Exercise description: From the entries, copy each line that includes "picture".

[Source data]

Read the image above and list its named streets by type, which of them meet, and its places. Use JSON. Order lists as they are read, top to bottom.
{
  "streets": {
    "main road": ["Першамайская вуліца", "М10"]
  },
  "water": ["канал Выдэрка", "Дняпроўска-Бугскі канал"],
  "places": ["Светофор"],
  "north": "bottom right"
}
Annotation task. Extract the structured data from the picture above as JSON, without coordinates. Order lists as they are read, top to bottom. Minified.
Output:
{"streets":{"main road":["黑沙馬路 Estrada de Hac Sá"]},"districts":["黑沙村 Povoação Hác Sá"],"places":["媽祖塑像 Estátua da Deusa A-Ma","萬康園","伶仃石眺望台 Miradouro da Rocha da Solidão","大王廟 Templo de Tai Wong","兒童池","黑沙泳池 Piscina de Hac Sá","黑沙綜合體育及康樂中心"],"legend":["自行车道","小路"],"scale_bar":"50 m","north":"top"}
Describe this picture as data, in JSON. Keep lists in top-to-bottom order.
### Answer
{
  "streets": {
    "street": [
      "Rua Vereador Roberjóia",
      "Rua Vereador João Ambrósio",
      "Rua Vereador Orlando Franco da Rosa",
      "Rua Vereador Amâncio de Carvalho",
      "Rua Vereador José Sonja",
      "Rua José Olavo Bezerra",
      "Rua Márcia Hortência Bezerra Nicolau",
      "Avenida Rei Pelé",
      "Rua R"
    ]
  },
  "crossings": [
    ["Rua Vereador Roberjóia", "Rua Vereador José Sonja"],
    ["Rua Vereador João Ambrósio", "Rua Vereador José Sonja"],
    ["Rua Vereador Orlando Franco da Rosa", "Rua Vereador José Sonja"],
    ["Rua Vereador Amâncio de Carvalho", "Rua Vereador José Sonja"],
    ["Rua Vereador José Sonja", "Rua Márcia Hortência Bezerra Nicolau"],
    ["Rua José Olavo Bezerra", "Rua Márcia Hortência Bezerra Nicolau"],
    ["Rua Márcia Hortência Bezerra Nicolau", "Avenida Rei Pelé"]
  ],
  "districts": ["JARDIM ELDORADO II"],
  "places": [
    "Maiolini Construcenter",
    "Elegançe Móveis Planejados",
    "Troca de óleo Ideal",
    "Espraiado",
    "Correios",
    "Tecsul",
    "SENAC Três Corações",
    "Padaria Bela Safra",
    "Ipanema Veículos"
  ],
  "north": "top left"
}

Final answer:
Annotation task. Extract the structured data from the picture above as JSON, without coordinates. Order lists as they are read, top to bottom. Minified.
Describe this picture as data, in JSON. Keep lists in top-to-bottom order.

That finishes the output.